Molly sobbed. “You saw it? You saw the clubs?”

“I went in one,” Gabe said. “I tried to help.”

He didn’t say: I saved people. He felt a rush of emotions that he had buried the night before while he raced in and out of the club. Another bomb could have gone off. A firestorm could have rushed through every inch of space in the building. He had acted on pure instinct, never pausing to think about these possibilities. He remembered the line of the injured—his people—on the street in front of the club. Dozens more waited to be saved. He had failed them. He had quit. He took one last woman and fled as if there was no more that he could do.

“Wasn’t it dangerous?” Molly asked.

“It was awful,” Gabe said, surprised to find his voice. “The clubs were ravaged.”

Once more, he saw the faces of young people begging him for help as he stepped over them, heading toward the street. He was crying now, pressing the phone against his ear, squeezing his eyes closed to stop the images in his mind.

“And you weren’t hurt? You would tell me, right?”

“I wasn’t hurt.”

“Oh, God, Gabe. Come home. Meet me in Singapore and we’ll fly home together. Don’t stay there. It’s dangerous. I’m sure it’s dangerous.”

“I’m not leaving, Molly. I need to be here. I need to help.”

Gabe thought back to that day in Cambridge, waiting for the doctor down the hall from Ethan’s hospital room. The lounge was painted in pastel colors, and still everything was
too bright. Heather had sat in a child’s chair at a child’s table doing a child’s puzzle. She’d create the picture of the house, the tree, the swing, the cartoon family, and then break up the pieces and start all over again.

“Sit down,” she told him. “You’re making me crazy.”

He kept walking in circles around the room. Each time he passed the window, he’d look outside and think: It’s a normal day. There are cars driving down the street. There’s a woman pushing a stroller. Your son can’t die on a day like this. If the day is normal, Ethan will live. If Heather puts the puzzle pieces together, the family is whole. If the doctor comes out of the room, he will say, “Ethan’s waiting for you. He wants to tell you a secret.”

The boy loved secrets.

“You can’t help them,” Molly insisted, pulling him out of his memory. Her voice was loud, and Gabe held the phone away from his ear. “This isn’t your problem. This is their problem.”
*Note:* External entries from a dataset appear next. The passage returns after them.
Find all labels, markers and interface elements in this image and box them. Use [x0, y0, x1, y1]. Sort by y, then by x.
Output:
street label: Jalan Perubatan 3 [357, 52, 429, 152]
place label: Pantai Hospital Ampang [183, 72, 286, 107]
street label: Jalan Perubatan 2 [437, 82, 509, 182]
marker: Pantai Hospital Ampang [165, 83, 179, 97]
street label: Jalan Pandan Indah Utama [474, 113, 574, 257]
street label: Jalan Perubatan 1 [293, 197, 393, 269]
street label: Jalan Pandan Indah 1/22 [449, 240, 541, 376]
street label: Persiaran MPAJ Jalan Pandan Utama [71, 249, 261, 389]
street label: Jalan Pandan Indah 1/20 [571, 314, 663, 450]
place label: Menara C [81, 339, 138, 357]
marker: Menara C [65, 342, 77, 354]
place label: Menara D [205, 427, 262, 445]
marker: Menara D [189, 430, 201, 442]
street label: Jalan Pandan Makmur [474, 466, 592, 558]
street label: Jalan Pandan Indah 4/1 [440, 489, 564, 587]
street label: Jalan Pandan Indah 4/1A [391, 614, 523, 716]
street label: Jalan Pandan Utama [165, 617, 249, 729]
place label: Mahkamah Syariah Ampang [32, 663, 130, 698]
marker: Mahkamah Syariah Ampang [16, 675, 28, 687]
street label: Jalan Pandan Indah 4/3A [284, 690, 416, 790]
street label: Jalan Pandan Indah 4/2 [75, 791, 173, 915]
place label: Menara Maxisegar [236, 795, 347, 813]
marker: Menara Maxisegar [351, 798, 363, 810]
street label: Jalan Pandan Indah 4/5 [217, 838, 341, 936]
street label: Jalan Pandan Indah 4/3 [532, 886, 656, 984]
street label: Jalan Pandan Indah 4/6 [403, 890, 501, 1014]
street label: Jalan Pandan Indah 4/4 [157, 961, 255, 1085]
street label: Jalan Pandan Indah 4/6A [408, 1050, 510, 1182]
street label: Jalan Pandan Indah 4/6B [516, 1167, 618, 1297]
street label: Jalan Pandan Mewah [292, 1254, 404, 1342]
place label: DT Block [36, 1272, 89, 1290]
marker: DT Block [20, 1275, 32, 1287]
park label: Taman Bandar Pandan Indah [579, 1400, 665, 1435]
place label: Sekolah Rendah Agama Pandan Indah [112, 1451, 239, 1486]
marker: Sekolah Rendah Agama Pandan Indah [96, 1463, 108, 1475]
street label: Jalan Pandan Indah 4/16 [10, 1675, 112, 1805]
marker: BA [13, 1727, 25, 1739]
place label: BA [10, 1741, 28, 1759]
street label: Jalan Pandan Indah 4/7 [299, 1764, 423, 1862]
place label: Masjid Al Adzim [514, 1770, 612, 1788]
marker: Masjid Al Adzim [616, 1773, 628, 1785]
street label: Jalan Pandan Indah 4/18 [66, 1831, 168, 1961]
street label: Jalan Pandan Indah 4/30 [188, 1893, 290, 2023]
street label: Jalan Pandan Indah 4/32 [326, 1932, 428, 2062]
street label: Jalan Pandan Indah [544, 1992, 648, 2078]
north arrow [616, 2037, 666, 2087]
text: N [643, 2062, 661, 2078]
“This is my home now. It’s my problem, too.”

Gabe dressed and hurried out of the bedroom. Wayan’s small and tidy house was empty, but there was a note on the kitchen table.
Call when you wake up. The news of the bombing is terrible
.

Next to the note was a bowl of fruit and a small cake. A glass of juice and a plate were set on the table for him.

He thought about the last time he ate. Lunch with Molly at a café in Ubud before the drive to the airport. The Balinese waitress had known him—she had a child at the school. She gave him a kiss and whispered in his ear, “Is she your girlfriend?”
“My sister,” he said, and he introduced the two. The waitress teased: “Why this man has no girlfriend?” When the waitress walked away, Molly had said to him, “It’s time, Gabe. You could try again, you know. It’s been more than three years since your divorce.”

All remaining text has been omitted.